Comparisons
Crickets vs Discoid Roaches: The Complete Feeder Comparison

Crickets and discoid roaches are the two most popular staple feeder insects in the reptile-keeping hobby. Both are reliable, both are cost-effective, both are accepted by virtually every insectivorous reptile. They differ meaningfully on nutrition, mess, smell, escape risk, and long-term keeping practicality. For most experienced keepers, the answer to "which is better?" is "discoids" — but the case for crickets is real, and many keepers run both.
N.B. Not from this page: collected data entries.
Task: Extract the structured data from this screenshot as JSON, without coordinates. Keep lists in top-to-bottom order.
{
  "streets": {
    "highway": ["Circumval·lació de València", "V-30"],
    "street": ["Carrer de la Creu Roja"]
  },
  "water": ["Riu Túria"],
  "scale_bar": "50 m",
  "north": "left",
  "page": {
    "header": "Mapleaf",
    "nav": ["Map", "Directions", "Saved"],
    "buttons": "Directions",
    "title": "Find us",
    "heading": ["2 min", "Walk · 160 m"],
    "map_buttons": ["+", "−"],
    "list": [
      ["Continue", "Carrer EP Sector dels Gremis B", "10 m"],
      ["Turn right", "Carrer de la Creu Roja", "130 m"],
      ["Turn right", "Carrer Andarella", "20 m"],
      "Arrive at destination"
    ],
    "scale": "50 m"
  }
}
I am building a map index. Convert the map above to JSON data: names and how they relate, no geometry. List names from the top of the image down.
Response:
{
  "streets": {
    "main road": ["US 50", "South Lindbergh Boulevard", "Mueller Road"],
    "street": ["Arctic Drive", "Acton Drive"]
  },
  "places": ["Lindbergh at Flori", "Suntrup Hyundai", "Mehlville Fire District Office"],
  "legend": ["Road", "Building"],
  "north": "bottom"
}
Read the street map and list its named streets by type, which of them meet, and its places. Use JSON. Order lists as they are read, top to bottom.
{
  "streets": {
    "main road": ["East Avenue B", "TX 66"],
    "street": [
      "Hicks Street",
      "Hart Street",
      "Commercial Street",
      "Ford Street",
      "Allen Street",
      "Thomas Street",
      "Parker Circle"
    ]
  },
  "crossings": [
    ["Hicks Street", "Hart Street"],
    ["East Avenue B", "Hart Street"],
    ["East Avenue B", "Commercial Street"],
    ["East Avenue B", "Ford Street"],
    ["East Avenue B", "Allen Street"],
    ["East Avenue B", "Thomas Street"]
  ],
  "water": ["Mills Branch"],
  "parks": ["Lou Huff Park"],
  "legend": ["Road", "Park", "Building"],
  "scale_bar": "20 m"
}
This guide covers what each does well and where each fails.
Side-by-side nutrition
| Metric | Crickets | Discoid roaches |
|---|---|---|
| Protein (dry weight) | ~65% | ~60% |
| Fat | ~22% | ~25% |
| Calcium : Phosphorus | ~1 : 9 | ~1 : 3 |
| Moisture | ~73% | ~65% |
| Chitin (exoskeleton) | Moderate | Slightly higher |
The big nutritional advantage for discoids: a calcium-to-phosphorus ratio three times closer to the 2:1 reptiles need. Calcium dusting still matters, but discoids reduce how much heavy lifting the supplement has to do.
Where crickets win
Strong feeding response
Crickets jump and chirp. They activate the strike instinct in almost every insectivorous reptile, which makes them the right feeder for animals that have been off food, are newly introduced to enclosures, or are otherwise reluctant to eat. A discoid roach sitting still in a feeder dish often gets ignored.
Wider availability
Every pet store sells crickets. Discoids are less common at the local-pet-store level, though widely available online from feeder breeders.
Lower up-front cost
Crickets are cheaper per gram than discoids — by maybe 30–50% at typical retail. For high-volume keepers, this matters.
Where discoids win
No noise
Crickets chirp loudly — especially males in breeding mood. A bin of 200 crickets in a bedroom is a sleep problem. Discoid roaches are silent.
No smell
Cricket bins develop a distinctive musky odor within days. Discoid bins are nearly odorless when properly maintained.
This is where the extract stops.